To determine whether restarting the agent is necessary, enter

scsicontrol -i sc<controllerid>d<driveid>l<lunid>

For example:

scsicontrol -i sc6d6l0 

You do not need to restart the agent if you see an output such as

sc2d0l0:  Disk          SGI     RAID 5          0130
ANSI vers 2, ISO ver: 0, ECMA ver: 0; supports:  synch linkedcmds cmdqueing

You need to restart the agent if you see a message such as No such device or Cannot open.

To start ssmagent, enter

/etc/init.d/ssm stop 
/etc/init.d/ssm start 

Depending on the number of RAID arrays you administer, it takes the agent from 30 seconds to several minutes to finish launching and be ready to administer them.

Re-Establishing Communication With an Array

Communication with the array is lost if you have rebooted a server for which there are no LUNs bound, or if all three database disk modules are inadvertently removed at the same time.
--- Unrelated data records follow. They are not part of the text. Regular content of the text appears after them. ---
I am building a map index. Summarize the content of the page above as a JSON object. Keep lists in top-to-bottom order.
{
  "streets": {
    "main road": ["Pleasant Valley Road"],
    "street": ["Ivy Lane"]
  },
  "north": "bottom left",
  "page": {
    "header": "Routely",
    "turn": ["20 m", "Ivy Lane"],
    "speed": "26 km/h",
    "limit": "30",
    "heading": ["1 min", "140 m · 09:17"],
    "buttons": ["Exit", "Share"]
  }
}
To re-establish communication with the array, follow these steps:

  1. Obtain a serial cable; see Appendix B, “Server Serial Connector Pinouts,” for the pinout for the server you are using.

  2. Connect the serial cable to a tty port on the server, such as tty2 (see the owner's guide for the server if necessary) and the serial port on the array.
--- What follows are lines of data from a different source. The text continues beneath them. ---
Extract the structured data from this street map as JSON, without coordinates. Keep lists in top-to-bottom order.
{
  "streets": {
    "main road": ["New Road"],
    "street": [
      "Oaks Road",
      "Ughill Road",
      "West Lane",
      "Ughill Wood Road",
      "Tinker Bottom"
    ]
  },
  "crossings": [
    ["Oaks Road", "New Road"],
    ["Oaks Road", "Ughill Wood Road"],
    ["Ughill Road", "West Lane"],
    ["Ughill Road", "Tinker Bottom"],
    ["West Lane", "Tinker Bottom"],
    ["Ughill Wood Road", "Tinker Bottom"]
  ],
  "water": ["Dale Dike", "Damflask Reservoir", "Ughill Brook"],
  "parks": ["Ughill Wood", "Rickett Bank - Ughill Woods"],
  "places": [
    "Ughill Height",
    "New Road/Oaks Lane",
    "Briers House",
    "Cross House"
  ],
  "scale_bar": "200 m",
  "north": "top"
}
  3. In /etc/config/ssmagent.config, comment out the line that specifies the device name and specify the tty port instead. For example:

    # # device specifications 
    # *close* at the end is needed for low level (devscsi) support.
    
    #device sc2d2l0  Unit-spA “Unit 8”
    ttydevice tty2
    

  4. Stop the agent:

    /etc/init.d/ssm stop 
    

  5. Restart the agent:

    /etc/init.d/ssm start 
    

  6. After you establish communication with the array, set up at least one LUN for the default SP.

  7. In /etc/config/ssmagent.config, remove the comment symbol from the line that specifies the device name and remove the line that specifies the tty port.

If the driver loses communication with the agent (for example, because of a broken cable connection between the host and the storage system, or if a host bus adapter is turned off), the driver on the host times out and logs off. To reinitialize the loop, enter

scsiha -lp controllernumber 

For example:

scsiha -lp 2

Recovering From an Incorrect Bind

To stop a bind that is in progress, use the RAID CLI rebootsp subcommand; see “rebootSP” in Chapter 6. Alternatively, you can use the GUI to remove all drives in the bind.

If a DPE has two LCCs (A and B), each DAE cabled to it must also have two LCCs. If a DAE has no LCC B, binding LUNs on SP B is restricted in some circumstances: If SP A uses disk modules 00 through 09 (that is, all the disk modules in the DPE) in LUNs, you cannot bind any LUNs on SP B, because the connection to the disk modules in the DAE is missing: there is no path through LCC B (absent) and no path through the disk modules on the DPE (all are bound on SP A).